To enable KVM kernel and user space profiling from the host:

  1. Install the VTune Profiler on the host and virtual machine.
    NOTE:

    You do not need to install sampling drivers.

  2. On both host and guest systems, run the script from the bin64 folder as a root:

    $ prepare-debugfs.sh -g <user_group>

    $ echo 0 > /proc/sys/kernel/perf_event_paranoid

  3. Configure a password-less SSH access from the host to the KVM guest system.
  4. If your host system is multi-socket, export the environment variable to set the time source to TSC before starting the VTune Amplfier:
    VTUNE_RUNTOOL_OPTIONS=--time-source=tsc
  5. Create a project.
  6. From the WHAT pane in the Configure Analysis window, expand the Advanced section and enter the following string to the Custom collector field:
    python <vtune_install_dir>/bin64/kvm-custom-collector.py --kvm-ssh-login=<username>@<kvm_ssh_ip> --vtune-dir-on-kvm=<vtune-install-dir>
    NOTE:

    For additional details on particular options, see the kvm-custom-collector.py script help.

  7. To collect data from the guest kernel space, select the Analyze KVM Guest OS option.

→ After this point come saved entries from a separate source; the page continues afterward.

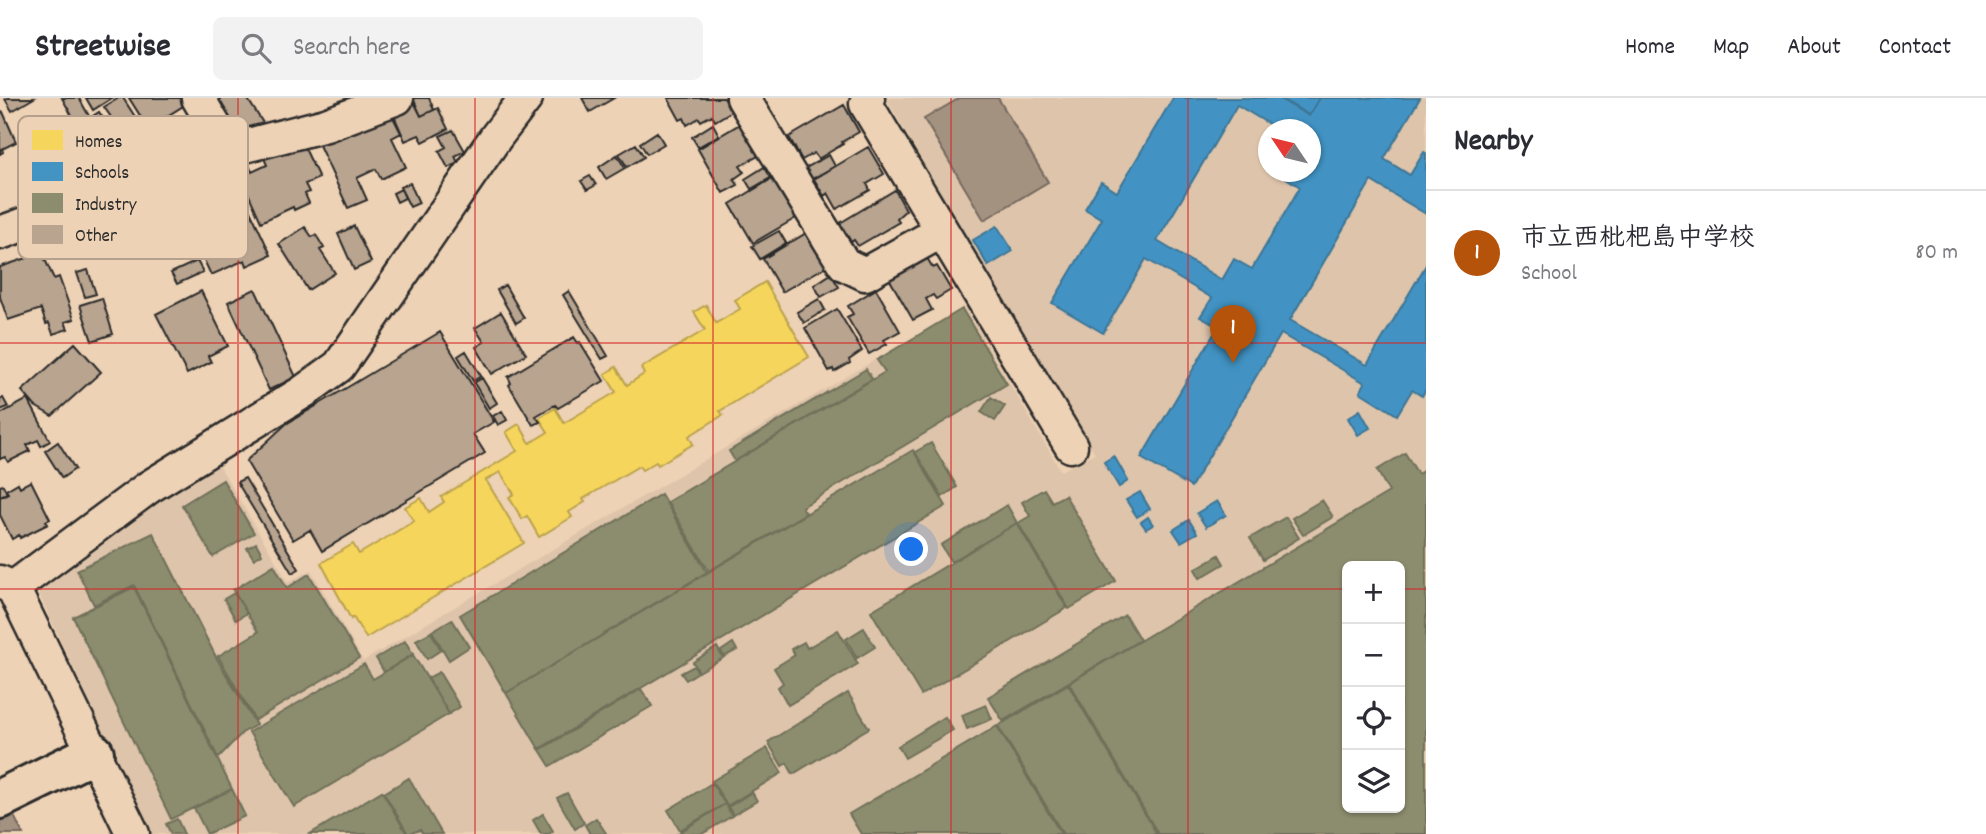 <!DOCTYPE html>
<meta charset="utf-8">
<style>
body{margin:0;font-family:Dekko,"Klee One",sans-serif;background:#f2f2f3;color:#2b2b33}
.controls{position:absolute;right:21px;bottom:21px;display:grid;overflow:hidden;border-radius:10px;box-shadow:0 2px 5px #0004}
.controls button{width:63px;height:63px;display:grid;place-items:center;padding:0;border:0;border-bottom:2px solid #e1e1e2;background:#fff;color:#2b2b33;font:35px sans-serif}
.compass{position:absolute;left:1258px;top:21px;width:63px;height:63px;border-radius:50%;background:#fff;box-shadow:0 2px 5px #0004;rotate:305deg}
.you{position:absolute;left:912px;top:452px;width:24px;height:24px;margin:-18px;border:5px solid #fff;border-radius:50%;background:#1a73e8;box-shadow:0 0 0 10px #1a73e833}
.badge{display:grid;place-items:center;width:46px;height:46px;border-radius:50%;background:#b45309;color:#fff;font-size:23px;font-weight:700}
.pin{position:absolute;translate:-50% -58px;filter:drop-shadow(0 2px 4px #0008)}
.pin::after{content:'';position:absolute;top:37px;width:24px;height:21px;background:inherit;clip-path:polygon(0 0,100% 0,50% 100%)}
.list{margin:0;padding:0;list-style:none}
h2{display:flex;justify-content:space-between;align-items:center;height:91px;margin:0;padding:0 28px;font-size:30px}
h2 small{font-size:23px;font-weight:400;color:#7c7c81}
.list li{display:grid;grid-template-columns:46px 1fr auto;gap:21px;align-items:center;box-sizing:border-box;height:126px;padding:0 28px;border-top:2px solid #e1e1e2}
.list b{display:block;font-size:26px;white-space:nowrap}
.list p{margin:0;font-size:23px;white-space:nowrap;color:#7c7c81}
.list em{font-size:23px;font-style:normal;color:#7c7c81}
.icon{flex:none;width:38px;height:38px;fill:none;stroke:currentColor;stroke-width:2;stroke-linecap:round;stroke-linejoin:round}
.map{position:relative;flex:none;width:1426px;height:736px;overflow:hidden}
header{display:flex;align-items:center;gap:42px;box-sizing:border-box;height:98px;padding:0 35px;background:#fff;border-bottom:2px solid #e1e1e2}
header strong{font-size:33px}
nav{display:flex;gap:38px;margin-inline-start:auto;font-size:24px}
.search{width:490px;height:63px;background:#f2f2f3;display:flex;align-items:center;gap:18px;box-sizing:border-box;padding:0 24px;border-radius:10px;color:#7c7c81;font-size:26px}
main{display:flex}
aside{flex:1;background:#fff}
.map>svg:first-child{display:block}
.built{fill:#dec4aa;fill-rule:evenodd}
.water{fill:#a49281;stroke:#74695f;stroke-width:2}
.homes{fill:#f6d55c;stroke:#b9a24d;stroke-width:2}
.schools{fill:#4393c3;stroke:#3c7495;stroke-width:2;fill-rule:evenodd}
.industry{fill:#8c8c6e;stroke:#6f6f5a;stroke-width:2;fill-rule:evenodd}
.building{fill:#b8a48f;stroke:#2b2b2b;stroke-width:2}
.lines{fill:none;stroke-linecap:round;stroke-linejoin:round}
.minor-casing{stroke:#2b2b2b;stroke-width:37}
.tertiary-casing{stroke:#2b2b2b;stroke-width:44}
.minor{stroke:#eed2b5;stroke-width:32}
.tertiary{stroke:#eed2b5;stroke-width:38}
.grid{fill:none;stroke:#d62828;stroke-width:2;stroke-opacity:0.55}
.key{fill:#eed2b5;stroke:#b4a08c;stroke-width:2}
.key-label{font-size:19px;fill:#2b2b2b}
</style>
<header>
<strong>Streetwise</strong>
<div class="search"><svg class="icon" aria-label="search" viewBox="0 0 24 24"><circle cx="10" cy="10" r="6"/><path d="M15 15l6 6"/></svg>Search here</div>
<nav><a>Home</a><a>Map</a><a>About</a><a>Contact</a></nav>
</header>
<main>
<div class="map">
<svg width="1426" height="736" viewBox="0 0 1426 736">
<rect width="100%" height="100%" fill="#eed2b5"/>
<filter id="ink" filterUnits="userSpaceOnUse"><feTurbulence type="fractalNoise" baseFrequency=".0143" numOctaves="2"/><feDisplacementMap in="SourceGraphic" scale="14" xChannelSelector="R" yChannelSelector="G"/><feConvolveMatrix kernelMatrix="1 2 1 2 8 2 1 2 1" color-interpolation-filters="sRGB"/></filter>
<g filter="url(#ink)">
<path class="built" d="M886,0H1426V736H151L37,492L43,479L216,362L288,484L311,472L363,563L965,209L1061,373L1095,355L1014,223ZM1268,32H1310V74H1268ZM1347,468H1400V710H1347Z"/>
<path class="water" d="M960,0H998L1048,84L984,122L924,21Z
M0,690L23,736H0Z"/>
<path class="homes" d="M765,184L809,259L720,313L723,317L689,338L693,346L658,367L656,364L642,372L639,368L583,401L585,404L569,414L572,419L539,439L527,418L522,421L509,399L514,396L500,374L486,382L524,445L366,540L353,519L351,521L321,465L353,446L359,456L414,423L405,409L421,400L429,414L444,404L441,399L517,353L506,334L519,326L530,345L548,334L539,320L555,310L564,325L616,294L605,276L616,269L627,287L644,276L641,270L705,232L694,214L706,207L716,225L740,211L735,202Z"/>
<path class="schools" d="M1173,0H1278L1309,18L1320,0H1420L1384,61L1410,77L1424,54L1426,55V116L1371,83L1290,222L1367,267L1426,167V291L1422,298L1412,292L1397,317L1360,294L1365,285L1281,236L1191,389L1141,360L1218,229L1200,219L1212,200L1146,161L1103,235L1052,205L1102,121L1085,111L1101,84L1117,94ZM1237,7L1279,32H1310V74H1277L1300,89L1252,171L1234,161L1222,182L1157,143Z
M1280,0H1319L1309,17Z
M997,128L1013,153L988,168L973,142Z
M1360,312L1370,330L1358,337L1348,320Z
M1114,358L1128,383L1119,389L1104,364Z
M1140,394L1150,411L1137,419L1126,402Z
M1217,403L1226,417L1206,429L1197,415Z
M1148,419L1153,427L1146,431L1141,424Z
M1189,422L1197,435L1181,444L1173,432Z"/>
<path class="industry" d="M962,211L1007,286L802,409L806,415L709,473L667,404L885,274L877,262Z
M866,271L872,281L735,363L729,353Z
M991,299L1005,308L995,323L981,314Z
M931,345L957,389L942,399L915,354Z
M913,352L946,408L539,651L506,595Z
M1405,355L1418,376L1426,371V736H1158L1069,585L1389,394L1377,372ZM1347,468H1400V710H1347Z
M223,382L254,435L213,459L182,407Z
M1044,391L1052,404L1065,397L1116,483L1069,511L1018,425L1030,418L1022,404Z
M661,396L707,474L506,595L460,517Z
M1322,402L1333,419L1303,437L1292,420Z
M1007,407L1017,425L951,464L941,447Z
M1286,419L1299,440L1263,462L1250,440Z
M1017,425L1067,510L921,597L871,513Z
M153,435L216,559L256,627L242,635L218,660L134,487L94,507L77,472Z
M256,445L262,456L254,461L247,450Z
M1219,457L1224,466L1200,480L1195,471Z
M274,467L287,490L309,476L359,560L255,622L218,558L258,534L233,492Z
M134,489L232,691L171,721L73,519Z
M234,495L247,515L236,522L224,501Z
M1125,517L1140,542L1003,623L988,599Z
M452,521L469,549L449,562L432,533Z
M864,530L875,549L857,560L846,541Z
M838,532L858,566L788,607L778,589L783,585L774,570L795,557L791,551L804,544L807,550Z
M431,534L441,552L427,561L416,542Z
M405,543L413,556L384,574L376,560Z
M733,545L737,552L724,559L721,553Z
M717,549L723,560L699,574L693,564Z
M413,557L449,616L294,709L249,634L364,566L373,581Z
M694,568L698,574L686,582L681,575Z
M439,574L460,609L449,616L428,580Z
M1068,586L1157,736H1063L998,628Z
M641,591L652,608L550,668L540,652Z
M848,595L869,630L793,676L787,665L782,668L768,644Z
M986,607L992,621L967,631L962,617Z
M945,619L953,632L905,660L898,648Z
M997,628L1061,736H861L849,716Z
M767,650L782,675L727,708L712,683Z
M409,680L442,736H423L420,732L408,736L384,695Z
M712,685L725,706L680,732L668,712Z
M232,691L245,718L207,736L194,710Z
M382,693L407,736H310Z
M752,694L757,703L733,717L728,709Z
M567,695L584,725L575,731L557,700Z
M725,706L732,718L702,736H677Z
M543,716L553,733L549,736H541L533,722Z
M596,720L606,735L604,736H590L585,727Z
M177,721L184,736H171L166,726Z"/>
<path class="building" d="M34,0L12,13L5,1L7,0Z
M62,0H79L89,18L76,25Z
M86,0H112L93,12Z
M119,0H123L152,45L119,66L90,20L99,14L105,23L111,19L104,9Z
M129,0H190L191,3L148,30Z
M209,0H247L263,25L236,42Z
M412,0L421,18L438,10L448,31L423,44L419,37L405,43L391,11Z
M413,0H429L434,12L421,18Z
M582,0H614L590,14Z
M668,0H724L732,13L715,23L712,17L701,23L699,20L687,27L684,20L680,22Z
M844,7L859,34L842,44L843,46L818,61L814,55L802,62L789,39Z
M389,11L401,35L392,40L406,69L381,81L376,71L357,80L367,102L348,110L318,45Z
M3,14L16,44L2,51L3,54L0,56V15Z
M713,26L719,37L698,49L692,39Z
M740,26L758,58L740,68L744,74L734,81L738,87L723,95L698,51Z
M453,32L465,53L455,58L458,65L448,70L439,53L446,49L440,38Z
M657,34L664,46L647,56L640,45Z
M301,42L319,80L305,86L309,94L305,96L309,105L294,112L293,109L261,124L236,68L247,63L252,74L267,67L264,60Z
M636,46L644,59L627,69L619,56Z
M868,49L884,76L867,86L870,92L837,111L828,95L824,98L814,81Z
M617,57L625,70L606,81L599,69Z
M829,57L835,68L812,81L806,70Z
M766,68L772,79L751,91L745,81Z
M590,78L596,87L587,92L581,83Z
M773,80L796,120L753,145L730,106Z
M410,85L419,105L410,109L400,89Z
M401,91L405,100L397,104L393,95Z
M895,92L906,112L897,120L899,124L858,148L854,142L851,144L840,125Z
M248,108L271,157L247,168L245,162L211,177L189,130L233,110L234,113Z
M354,128L371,164L354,172L338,136Z
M305,129L312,139L316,137L324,150L320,152L335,175L308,192L279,146Z
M779,133L786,145L760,161L752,148Z
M808,134L827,168L782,194L763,161Z
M42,155L54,181L59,179L74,221L65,224L68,231L53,236L49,225L46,226L41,211L8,222L0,199V169Z
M927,160L933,170L937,168L951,192L936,201L933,197L926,201L932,212L913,222L890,182Z
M197,163L203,174L177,186L171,175Z
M88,172L96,196L85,199L77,175Z
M831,176L839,189L821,199L814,187Z
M505,187L524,220L516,225L497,192Z
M255,191L296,279L269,292L228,204Z
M876,191L900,233L884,242L887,246L869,256L847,219L853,216L848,208Z
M201,193L228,248L208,258L211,264L187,276L156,216Z
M569,193L608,258L602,261L563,197Z
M102,200L113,236L92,243L80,207Z
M819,201L825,212L804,225L797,214Z
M837,211L862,253L849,262L850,265L834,274L833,271L829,273L805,230Z
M501,214L526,256L492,276L476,249L484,244L475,230Z
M440,234L494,324L473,336L485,355L322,453L310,432L293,442L246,363L286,326Z
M574,239L578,245L580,244L604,283L558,310L555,307L536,318L540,324L533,327L509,287L511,285L508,279Z
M75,245L101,274L52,318L35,308L22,293Z
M466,253L481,278L473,283L458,258Z
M482,280L497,305L489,310L474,285Z
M3,300L8,309L0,312V302Z
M28,301L50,343L41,348L38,342L27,347L30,353L8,364L5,359L0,361V316Z
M502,313L507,322L498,327L493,318Z
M58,344L75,371L62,380L45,353Z
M245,380L299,471L292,475L237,384Z
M31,383L50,421L46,423L48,426L20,440L19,437L12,441L0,417V399L8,395L6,392L18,385L20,389Z
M3,387L7,395L0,398V388Z"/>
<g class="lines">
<g class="minor-casing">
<path id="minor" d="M198,0L229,52
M743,0L844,166L865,176L942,133
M868,0L866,6L1071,348
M0,135L229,52L326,27L397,0
M0,484L13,490L133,736
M13,490L149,389L303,294L339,268L496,39L526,0"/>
</g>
<g class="tertiary-casing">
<path id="tertiary" d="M0,701L94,655"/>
</g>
<use href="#minor" class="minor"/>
<use href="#tertiary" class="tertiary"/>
</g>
</g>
<path class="grid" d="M238,0V736M475,0V736M713,0V736M951,0V736M1188,0V736M0,245H1426M0,491H1347M1400,491H1426"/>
<rect x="18" y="18" width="230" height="143" rx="10" class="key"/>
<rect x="32" y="32" width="31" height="20" fill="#f6d55c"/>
<rect x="32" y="64" width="31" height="19" fill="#4393c3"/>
<rect x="32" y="95" width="31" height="20" fill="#8c8c6e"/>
<rect x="32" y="127" width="31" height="19" fill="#b8a48f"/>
<g class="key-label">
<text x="75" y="49">Homes</text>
<text x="75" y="80">Schools</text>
<text x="75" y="112">Industry</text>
<text x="75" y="143">Other</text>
</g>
</svg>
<div class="controls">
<button>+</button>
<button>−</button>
<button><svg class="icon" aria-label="locate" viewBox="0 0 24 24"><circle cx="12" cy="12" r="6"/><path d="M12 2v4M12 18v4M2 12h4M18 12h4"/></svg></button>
<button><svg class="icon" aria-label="layers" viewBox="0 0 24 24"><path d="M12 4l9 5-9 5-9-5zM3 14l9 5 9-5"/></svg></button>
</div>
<svg class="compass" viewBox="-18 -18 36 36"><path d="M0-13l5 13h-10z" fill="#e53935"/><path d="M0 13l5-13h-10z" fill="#7c7c81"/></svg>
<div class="you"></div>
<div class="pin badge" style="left:1233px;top:265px">1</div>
</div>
<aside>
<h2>Nearby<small></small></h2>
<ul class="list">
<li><span class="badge">1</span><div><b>市立西枇杷島中学校</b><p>School</p></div><em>80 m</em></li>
</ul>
</aside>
</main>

    Copy /proc/kallsyms and /proc/modules files from the virtual machine to the host.

    NOTE:

    Since these are pseudo-files, you are recommended to cat their content into a regular file and then copy it to the host. Specify paths to the copied files in the project properties.

  8. From the HOW pane, select any hardware event-based sampling analysis (for example, General Exploration) and run the analysis from the host.

Explore the collected data by enabling all the grouping levels containing a VM component to differentiate the host and target data.

Example 1: Hotspots Analysis (Hardware Event-Based Sampling Mode)

Analyze hotspots for both an application launched from the Linux host, app-from-host, and an application launched on the KVM guest system, app-in-vm:

Example 2: Microarchitecture Exploration Analysis

Analyze the efficiency of the Microarchitecture Usage for the application launched on the KVM guest system. The context summary on the right pane shows the hardware metrics for the thread (launched inside the KVM) selected in the grid:

System Requirements and Limitations

  • Minimum Linux kernel version for host system is 4.9.

  • debugfs is mounted on both host and guest system.

  • Irrespective of the number of KVM/Qemu processes running, only one running VM instance can be profiled.

  • In the result view, threads with the same name may be grouped into one process (ftrace).

  • In the result view, samples before the first context switch may be attributed to the hypervisor thread on the host.